As Helen had suggested, some of the paparazzi were getting new outfits and makeovers at the stores where we shopped. La Contessa made a show of looking over each one carefully for the cameras, like a fashion consultant examining "her latest work" from various distances and angles before proudly displaying her finished product. It was hard to get a decent signal (Helen had explained to me why by then.), but when I saw the pictures running with the headline "La Contess' Dresses Press for Success," I knew Helen's plan was working. I know and care about the woman personally, and I want to punch her for that headline's existence.

Troy sent me a text after Helen declared that she would buy the angry mob outside the Whyte Telecom store new iPhones, letting me know that Whyte had tried the drone strike idea that Helen had thought he might and that her preparations worked, and nothing was damaged. Also, since she was too busy "being on" to check her own messages, that Whyte Telecom shares were already dropping like a stone, but she'd caused a forty-point drop with that move alone.
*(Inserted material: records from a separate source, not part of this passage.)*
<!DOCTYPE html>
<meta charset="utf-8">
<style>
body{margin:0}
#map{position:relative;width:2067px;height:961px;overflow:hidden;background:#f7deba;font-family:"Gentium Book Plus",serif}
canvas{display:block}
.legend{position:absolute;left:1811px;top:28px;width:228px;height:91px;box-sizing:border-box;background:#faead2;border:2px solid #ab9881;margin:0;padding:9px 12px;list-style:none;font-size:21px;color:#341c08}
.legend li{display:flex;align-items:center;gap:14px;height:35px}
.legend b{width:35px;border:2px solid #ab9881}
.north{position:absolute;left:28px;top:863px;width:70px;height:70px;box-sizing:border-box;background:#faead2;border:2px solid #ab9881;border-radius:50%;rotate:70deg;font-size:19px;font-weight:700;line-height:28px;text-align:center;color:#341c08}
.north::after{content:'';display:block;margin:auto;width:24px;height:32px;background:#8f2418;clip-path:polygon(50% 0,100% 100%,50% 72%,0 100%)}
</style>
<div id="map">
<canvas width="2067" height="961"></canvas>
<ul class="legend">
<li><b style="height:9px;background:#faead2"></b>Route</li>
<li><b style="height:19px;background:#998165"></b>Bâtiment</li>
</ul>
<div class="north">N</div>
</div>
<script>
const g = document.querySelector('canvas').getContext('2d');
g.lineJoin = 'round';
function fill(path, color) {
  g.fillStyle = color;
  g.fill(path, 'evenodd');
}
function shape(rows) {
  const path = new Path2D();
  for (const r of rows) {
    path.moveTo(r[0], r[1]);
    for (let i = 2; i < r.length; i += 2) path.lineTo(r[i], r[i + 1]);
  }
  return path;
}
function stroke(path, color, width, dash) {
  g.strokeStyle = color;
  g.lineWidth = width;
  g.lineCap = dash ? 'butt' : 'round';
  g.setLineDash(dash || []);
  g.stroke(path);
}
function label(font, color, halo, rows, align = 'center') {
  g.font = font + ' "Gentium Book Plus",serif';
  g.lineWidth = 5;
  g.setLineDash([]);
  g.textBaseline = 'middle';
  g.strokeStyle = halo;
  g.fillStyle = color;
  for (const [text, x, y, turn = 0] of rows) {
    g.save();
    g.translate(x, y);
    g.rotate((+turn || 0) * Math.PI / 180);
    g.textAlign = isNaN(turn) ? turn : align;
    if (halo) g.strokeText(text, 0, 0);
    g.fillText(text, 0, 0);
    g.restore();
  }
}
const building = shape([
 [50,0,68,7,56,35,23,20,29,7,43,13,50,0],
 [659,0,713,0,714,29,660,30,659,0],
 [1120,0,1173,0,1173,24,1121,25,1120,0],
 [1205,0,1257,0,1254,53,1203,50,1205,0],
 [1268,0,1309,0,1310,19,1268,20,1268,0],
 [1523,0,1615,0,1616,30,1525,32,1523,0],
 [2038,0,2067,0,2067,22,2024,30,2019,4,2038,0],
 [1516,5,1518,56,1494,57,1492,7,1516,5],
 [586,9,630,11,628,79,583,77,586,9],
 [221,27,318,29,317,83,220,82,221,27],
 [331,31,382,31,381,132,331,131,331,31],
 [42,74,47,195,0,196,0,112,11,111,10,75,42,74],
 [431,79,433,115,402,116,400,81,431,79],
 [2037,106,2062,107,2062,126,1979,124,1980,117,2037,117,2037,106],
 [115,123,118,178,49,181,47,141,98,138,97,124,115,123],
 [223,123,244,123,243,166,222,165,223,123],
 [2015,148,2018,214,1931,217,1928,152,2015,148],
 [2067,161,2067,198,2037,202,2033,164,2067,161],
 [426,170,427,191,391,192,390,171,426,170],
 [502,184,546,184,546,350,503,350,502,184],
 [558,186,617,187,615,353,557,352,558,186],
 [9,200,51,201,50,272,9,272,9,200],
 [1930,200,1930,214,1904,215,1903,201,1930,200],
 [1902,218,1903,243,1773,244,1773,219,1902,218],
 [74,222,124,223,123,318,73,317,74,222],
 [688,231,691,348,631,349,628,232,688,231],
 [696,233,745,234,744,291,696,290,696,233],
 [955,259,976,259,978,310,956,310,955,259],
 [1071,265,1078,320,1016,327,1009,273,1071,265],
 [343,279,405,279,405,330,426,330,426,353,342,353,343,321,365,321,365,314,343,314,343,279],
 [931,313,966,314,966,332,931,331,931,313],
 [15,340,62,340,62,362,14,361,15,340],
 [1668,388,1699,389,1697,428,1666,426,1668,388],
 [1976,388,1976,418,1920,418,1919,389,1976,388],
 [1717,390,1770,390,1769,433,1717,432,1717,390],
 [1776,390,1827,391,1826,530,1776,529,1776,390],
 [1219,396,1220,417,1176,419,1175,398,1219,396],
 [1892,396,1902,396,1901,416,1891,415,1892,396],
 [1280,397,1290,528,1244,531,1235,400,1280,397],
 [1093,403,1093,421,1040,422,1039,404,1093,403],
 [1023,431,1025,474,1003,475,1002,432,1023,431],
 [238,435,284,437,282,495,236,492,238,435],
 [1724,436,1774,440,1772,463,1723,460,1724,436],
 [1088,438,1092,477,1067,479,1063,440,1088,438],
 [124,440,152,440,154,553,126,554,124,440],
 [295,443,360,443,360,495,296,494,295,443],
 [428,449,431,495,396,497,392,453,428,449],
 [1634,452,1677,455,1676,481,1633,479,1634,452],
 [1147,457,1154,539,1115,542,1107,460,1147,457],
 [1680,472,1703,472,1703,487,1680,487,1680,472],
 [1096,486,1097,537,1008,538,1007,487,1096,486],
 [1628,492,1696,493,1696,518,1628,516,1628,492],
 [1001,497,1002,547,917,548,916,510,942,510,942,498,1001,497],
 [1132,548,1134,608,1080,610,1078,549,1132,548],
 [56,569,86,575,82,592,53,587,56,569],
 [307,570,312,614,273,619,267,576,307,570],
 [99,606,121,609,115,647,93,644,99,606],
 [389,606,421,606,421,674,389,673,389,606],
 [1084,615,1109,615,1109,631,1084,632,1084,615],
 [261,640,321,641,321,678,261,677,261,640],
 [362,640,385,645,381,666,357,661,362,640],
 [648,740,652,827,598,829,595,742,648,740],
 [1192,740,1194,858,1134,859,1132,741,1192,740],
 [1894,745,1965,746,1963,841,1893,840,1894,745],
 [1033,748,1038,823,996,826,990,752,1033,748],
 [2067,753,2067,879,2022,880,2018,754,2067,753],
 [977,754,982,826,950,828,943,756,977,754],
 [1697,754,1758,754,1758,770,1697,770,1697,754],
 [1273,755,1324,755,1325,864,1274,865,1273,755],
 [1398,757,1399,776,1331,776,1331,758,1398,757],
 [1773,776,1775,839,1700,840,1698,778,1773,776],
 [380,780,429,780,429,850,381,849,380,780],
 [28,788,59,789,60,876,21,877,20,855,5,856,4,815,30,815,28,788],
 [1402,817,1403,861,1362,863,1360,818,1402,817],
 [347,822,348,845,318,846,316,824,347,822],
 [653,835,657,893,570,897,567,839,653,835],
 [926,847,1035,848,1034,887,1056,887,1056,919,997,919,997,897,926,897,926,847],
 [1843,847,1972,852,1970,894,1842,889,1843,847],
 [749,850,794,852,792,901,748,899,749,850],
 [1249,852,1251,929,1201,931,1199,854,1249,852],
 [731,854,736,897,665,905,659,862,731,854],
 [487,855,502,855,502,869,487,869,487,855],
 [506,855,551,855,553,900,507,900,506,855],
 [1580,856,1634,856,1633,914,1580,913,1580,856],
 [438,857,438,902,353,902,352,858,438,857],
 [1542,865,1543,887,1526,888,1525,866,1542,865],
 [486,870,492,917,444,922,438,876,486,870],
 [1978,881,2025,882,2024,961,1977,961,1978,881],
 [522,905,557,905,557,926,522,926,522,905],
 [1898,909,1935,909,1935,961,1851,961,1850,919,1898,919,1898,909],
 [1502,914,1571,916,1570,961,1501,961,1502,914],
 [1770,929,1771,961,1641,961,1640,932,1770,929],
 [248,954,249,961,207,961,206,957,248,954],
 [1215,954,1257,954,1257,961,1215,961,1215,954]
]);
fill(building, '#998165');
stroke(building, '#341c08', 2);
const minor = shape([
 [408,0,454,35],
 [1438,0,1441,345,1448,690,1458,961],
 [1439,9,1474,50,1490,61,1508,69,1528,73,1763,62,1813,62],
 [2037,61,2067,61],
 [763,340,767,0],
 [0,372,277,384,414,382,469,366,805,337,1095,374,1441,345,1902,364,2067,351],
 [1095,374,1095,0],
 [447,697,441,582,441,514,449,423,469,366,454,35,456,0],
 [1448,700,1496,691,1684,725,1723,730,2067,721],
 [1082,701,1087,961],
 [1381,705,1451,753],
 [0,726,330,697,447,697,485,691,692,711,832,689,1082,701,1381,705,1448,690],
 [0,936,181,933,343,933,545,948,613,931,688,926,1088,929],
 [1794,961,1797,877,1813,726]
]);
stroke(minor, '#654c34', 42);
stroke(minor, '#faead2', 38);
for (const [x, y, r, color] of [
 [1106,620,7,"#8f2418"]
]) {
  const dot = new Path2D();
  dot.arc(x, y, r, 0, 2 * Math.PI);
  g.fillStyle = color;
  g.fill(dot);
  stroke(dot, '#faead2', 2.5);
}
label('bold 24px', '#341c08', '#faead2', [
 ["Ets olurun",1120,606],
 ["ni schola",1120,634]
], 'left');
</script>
I could see some of the reporters who'd been following us around since the restaurant start to tire. Many had already sent off their pictures, made their money for the day, but continued to swarm on after us as Helen refused to stop giving them more and more to work with. When it seemed like some of them were ready to call it a day, that's when Helen would run into some parents with an adorable little girl and buy her a new dolly, or reward a nice cashier with a kiss and a thousand-dollar tip.